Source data
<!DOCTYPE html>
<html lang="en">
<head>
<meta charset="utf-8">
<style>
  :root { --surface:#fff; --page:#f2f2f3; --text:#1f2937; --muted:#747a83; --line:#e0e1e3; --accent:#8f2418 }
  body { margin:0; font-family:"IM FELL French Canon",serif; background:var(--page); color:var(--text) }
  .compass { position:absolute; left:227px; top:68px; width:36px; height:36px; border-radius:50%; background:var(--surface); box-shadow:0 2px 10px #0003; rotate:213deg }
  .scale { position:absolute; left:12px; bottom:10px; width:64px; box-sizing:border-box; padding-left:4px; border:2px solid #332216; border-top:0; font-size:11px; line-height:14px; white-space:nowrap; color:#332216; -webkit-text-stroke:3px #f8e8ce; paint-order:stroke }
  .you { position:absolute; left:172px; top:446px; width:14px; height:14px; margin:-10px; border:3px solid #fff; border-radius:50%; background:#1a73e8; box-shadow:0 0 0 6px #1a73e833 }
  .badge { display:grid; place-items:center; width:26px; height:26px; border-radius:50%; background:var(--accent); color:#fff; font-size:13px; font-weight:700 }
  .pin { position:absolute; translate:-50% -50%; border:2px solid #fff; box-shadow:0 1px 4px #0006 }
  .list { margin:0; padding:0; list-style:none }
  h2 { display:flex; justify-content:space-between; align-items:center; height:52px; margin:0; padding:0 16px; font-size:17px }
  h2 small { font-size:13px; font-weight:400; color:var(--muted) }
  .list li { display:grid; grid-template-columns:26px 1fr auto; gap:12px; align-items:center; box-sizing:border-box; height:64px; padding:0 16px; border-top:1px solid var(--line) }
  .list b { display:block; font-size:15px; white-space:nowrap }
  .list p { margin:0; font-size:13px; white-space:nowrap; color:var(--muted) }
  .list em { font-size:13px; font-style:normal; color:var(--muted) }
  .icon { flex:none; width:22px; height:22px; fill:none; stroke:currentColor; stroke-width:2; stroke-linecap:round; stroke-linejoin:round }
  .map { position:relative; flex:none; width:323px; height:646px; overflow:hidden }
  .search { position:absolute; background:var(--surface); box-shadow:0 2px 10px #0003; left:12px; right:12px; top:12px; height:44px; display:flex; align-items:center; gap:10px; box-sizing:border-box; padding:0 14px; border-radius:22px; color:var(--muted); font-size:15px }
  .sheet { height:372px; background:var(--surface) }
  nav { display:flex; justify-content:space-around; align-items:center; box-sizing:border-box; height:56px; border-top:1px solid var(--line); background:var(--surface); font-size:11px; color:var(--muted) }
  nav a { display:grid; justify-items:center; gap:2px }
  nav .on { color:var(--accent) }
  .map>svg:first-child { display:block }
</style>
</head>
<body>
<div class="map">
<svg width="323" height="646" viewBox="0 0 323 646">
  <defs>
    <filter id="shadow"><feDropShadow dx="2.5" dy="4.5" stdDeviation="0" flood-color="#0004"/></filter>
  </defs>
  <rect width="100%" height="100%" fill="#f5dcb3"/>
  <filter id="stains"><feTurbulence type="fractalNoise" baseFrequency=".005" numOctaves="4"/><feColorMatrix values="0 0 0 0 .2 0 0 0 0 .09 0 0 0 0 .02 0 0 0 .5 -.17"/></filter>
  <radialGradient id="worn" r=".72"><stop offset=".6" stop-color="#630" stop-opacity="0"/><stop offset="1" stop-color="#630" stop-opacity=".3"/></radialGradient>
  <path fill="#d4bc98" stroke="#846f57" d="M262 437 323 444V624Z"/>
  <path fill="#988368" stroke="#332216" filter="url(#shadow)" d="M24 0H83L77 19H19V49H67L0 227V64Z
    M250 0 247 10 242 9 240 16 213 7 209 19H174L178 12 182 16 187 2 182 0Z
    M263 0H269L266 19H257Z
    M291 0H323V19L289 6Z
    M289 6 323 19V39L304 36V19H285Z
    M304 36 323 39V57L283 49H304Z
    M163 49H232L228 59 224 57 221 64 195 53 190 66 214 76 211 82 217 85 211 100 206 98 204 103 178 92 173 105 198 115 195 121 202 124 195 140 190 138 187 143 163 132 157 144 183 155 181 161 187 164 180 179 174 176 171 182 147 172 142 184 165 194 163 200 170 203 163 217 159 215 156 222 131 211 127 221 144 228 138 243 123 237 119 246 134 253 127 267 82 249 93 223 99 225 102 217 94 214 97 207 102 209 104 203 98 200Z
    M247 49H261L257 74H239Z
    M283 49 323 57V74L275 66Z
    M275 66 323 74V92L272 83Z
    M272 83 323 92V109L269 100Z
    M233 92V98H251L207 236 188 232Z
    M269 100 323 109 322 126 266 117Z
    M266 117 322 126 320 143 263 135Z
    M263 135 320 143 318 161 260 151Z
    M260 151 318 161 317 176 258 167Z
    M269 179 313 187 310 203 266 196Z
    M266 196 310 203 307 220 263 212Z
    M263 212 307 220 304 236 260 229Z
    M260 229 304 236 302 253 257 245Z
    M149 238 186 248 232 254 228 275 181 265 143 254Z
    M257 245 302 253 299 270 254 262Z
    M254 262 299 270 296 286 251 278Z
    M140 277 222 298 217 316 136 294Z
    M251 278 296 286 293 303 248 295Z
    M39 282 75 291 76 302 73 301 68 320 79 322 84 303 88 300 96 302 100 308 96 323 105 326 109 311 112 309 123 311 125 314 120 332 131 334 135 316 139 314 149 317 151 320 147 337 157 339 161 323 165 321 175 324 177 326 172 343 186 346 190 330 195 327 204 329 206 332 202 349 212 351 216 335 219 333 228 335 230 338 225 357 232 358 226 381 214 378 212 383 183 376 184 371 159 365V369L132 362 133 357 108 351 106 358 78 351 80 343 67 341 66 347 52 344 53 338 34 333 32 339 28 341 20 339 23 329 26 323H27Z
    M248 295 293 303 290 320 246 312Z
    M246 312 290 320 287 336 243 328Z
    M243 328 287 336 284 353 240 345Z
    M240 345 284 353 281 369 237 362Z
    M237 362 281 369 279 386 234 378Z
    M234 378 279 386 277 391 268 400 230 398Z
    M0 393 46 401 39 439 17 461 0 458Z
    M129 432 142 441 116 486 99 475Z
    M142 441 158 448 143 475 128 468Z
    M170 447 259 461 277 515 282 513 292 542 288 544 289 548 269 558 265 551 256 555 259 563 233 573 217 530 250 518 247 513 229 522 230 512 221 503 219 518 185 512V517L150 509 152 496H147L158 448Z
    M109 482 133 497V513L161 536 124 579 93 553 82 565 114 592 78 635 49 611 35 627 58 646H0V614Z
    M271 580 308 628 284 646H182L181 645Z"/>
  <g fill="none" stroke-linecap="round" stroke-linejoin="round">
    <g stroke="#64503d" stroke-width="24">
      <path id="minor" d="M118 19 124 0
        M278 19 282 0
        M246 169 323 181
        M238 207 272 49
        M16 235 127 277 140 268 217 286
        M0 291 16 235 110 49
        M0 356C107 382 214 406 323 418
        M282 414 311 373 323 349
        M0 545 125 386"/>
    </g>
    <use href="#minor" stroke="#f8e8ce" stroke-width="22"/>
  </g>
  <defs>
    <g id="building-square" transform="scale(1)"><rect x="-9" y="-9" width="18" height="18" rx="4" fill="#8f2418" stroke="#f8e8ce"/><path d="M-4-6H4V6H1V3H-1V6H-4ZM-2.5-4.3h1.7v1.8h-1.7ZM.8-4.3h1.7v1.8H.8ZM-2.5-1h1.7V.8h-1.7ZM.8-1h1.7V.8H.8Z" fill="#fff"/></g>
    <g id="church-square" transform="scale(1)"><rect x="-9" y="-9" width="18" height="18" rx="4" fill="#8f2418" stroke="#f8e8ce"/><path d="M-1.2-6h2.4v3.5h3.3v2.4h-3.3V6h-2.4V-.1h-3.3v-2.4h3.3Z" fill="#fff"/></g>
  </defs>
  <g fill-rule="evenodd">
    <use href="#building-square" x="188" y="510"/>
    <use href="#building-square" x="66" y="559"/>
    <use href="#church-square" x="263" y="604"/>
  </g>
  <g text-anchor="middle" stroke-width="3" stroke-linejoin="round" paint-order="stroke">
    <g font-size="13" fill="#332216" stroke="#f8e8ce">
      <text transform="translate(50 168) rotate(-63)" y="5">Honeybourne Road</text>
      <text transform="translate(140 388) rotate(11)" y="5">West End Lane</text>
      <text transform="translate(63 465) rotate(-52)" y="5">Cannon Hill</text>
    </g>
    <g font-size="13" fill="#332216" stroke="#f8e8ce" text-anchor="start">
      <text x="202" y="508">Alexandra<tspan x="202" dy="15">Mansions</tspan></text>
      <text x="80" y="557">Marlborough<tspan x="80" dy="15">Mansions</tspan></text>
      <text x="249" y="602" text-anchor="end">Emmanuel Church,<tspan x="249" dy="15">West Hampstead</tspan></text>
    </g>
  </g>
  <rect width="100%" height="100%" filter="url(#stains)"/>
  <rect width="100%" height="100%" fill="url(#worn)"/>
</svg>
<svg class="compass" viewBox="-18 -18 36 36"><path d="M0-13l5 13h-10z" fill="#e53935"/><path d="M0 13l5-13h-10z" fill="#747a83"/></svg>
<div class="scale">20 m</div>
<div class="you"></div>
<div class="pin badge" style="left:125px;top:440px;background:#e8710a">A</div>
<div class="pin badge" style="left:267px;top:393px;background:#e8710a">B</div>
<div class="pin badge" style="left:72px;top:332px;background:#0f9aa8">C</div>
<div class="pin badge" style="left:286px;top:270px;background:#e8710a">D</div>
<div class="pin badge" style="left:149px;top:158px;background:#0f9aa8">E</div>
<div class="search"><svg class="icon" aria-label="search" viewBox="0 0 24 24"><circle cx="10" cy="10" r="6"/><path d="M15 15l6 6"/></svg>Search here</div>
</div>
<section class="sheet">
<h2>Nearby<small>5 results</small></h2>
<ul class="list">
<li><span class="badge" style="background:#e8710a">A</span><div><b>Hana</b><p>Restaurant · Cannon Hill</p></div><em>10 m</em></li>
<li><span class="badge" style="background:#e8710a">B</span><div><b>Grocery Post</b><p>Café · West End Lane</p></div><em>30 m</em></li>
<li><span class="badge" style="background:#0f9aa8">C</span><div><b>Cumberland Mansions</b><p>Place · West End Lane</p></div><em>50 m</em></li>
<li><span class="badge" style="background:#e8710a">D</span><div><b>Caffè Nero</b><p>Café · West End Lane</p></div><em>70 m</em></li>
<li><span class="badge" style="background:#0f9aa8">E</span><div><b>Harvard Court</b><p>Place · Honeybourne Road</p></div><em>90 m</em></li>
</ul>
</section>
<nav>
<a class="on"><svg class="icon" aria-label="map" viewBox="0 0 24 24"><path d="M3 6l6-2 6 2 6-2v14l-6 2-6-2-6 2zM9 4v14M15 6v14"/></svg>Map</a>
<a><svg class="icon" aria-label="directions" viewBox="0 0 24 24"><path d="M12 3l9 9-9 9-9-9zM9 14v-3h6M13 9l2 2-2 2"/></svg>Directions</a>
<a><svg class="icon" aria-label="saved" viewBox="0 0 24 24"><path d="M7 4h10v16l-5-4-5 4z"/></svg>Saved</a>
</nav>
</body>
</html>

WORK TASK
What is needed is every line from the beginning of the data up to and including the line with "position:absolute; left:227px; top:68px;", given again word for word.

ANSWER TO THIS PROBLEM
<!DOCTYPE html>
<html lang="en">
<head>
<meta charset="utf-8">
<style>
  :root { --surface:#fff; --page:#f2f2f3; --text:#1f2937; --muted:#747a83; --line:#e0e1e3; --accent:#8f2418 }
  body { margin:0; font-family:"IM FELL French Canon",serif; background:var(--page); color:var(--text) }
  .compass { position:absolute; left:227px; top:68px; width:36px; height:36px; border-radius:50%; background:var(--surface); box-shadow:0 2px 10px #0003; rotate:213deg }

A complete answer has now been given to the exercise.